Thyssenkrupp Nucera liefert Elektrolyseure für grünes Stahlprojekt in Australien
Jana HerrmannThyssenkrupp Nucera liefert Elektrolyseure für grünes Stahlprojekt in Australien
Thyssenkrupp Nucera sichert Großauftrag als bevorzugter Lieferant für grünes Stahlprojekt in Westaustralien
Das Unternehmen Progressive Green Solutions (PGS) hat Thyssenkrupp Nucera als bevorzugten Partner für die Lieferung von Elektrolyseuren im Rahmen seines Mid-West Green Iron-Projekts ausgewählt. Der Deal markiert einen wichtigen Schritt in der klimafreundlichen Stahlproduktion, auch wenn sich die finanziellen Auswirkungen für Thyssenkrupp Nucera frühestens ab 2026/27 zeigen werden.

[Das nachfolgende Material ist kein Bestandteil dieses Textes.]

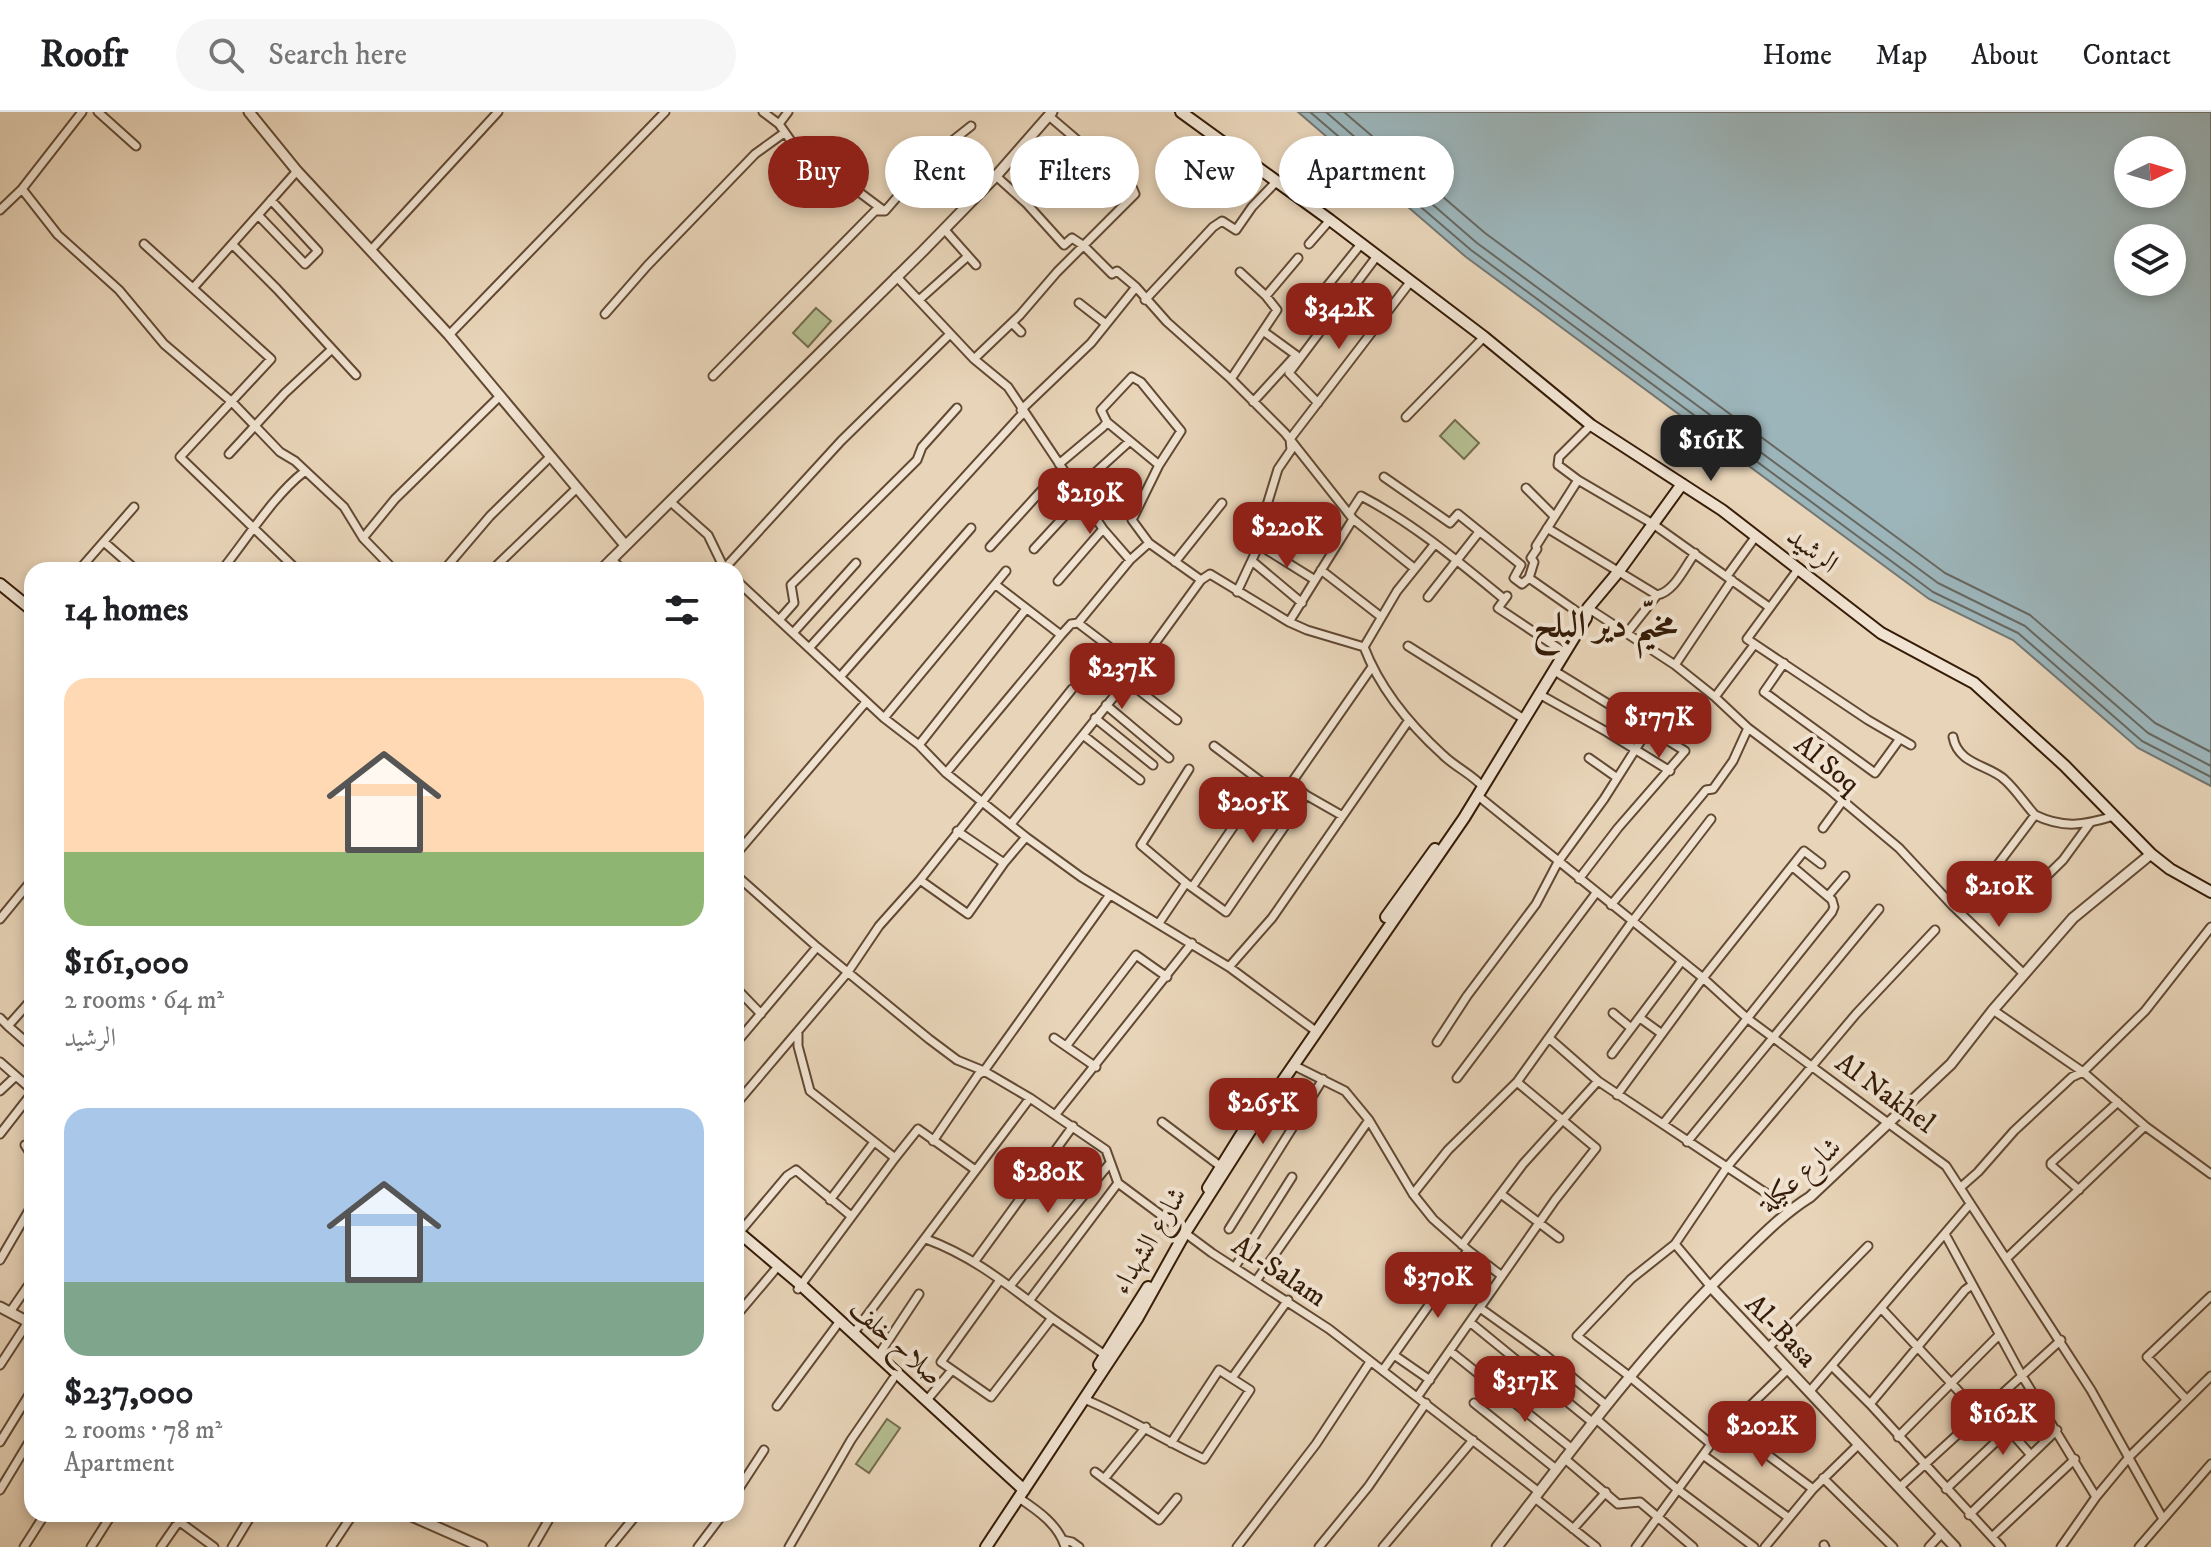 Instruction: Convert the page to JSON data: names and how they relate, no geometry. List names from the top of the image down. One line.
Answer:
{"streets":{"main road":["الرشيد","شارع الشهداء","صلاح خلف"],"street":["Al Soq","Al Nakhel","شارع عكيلة","Al-Salam","Al-Basa"]},"crossings":[["الرشيد","شارع عكيلة"],["الرشيد","شارع الشهداء"],["Al Soq","شارع عكيلة"],["Al Soq","شارع الشهداء"],["Al Nakhel","شارع عكيلة"],["Al Nakhel","شارع الشهداء"],["شارع عكيلة","Al-Salam"],["شارع عكيلة","Al-Basa"],["شارع الشهداء","Al-Salam"],["شارع الشهداء","صلاح خلف"]],"districts":["مخيّم دير البلح"],"north":"right","page":{"header":"Roofr","search":"Search here","nav":["Home","Map","About","Contact"],"chip":["Buy","Rent","Filters","New","Apartment"],"price":["$342K","$161K","$219K","$220K","$237K","$177K","$205K","$210K","$265K","$280K","$370K","$317K","$162K","$202K"],"heading":"14 homes","list":[{"name":"$161,000","note":"2 rooms · 64 m² · الرشيد"},{"name":"$237,000","note":"2 rooms · 78 m² · Apartment"}]}}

PGS plant den Bau einer großindustriellen Elektrolyse-Anlage in Westaustralien, die auf die standardisierten 20-MW-scalum®-Module von Thyssenkrupp Nucera setzt. Die Anlage soll eine Gesamtleistung von 1,4 Gigawatt erreichen und damit die Produktion von grünem Wasserstoff für die Stahlherstellung ermöglichen. Mit diesem Auftrag wird Thyssenkrupp Nucera zum bevorzugten Technologiepartner für globale Projekte mit einer kombinierten Kapazität von über drei Gigawatt.
Das Vorhaben befindet sich noch in der frühen Planungsphase; eine finale Investitionsentscheidung steht noch aus. Bei Genehmigung strebt PGS an, ab 2029 jährlich sieben Millionen Tonnen grüne Eisenerz-Pellets zu produzieren – unter Nutzung des Wasserstoffs aus den Elektrolyseuren. Die ersten Exporte des kohlenstoffarmen Materials sind für dasselbe Jahr vorgesehen.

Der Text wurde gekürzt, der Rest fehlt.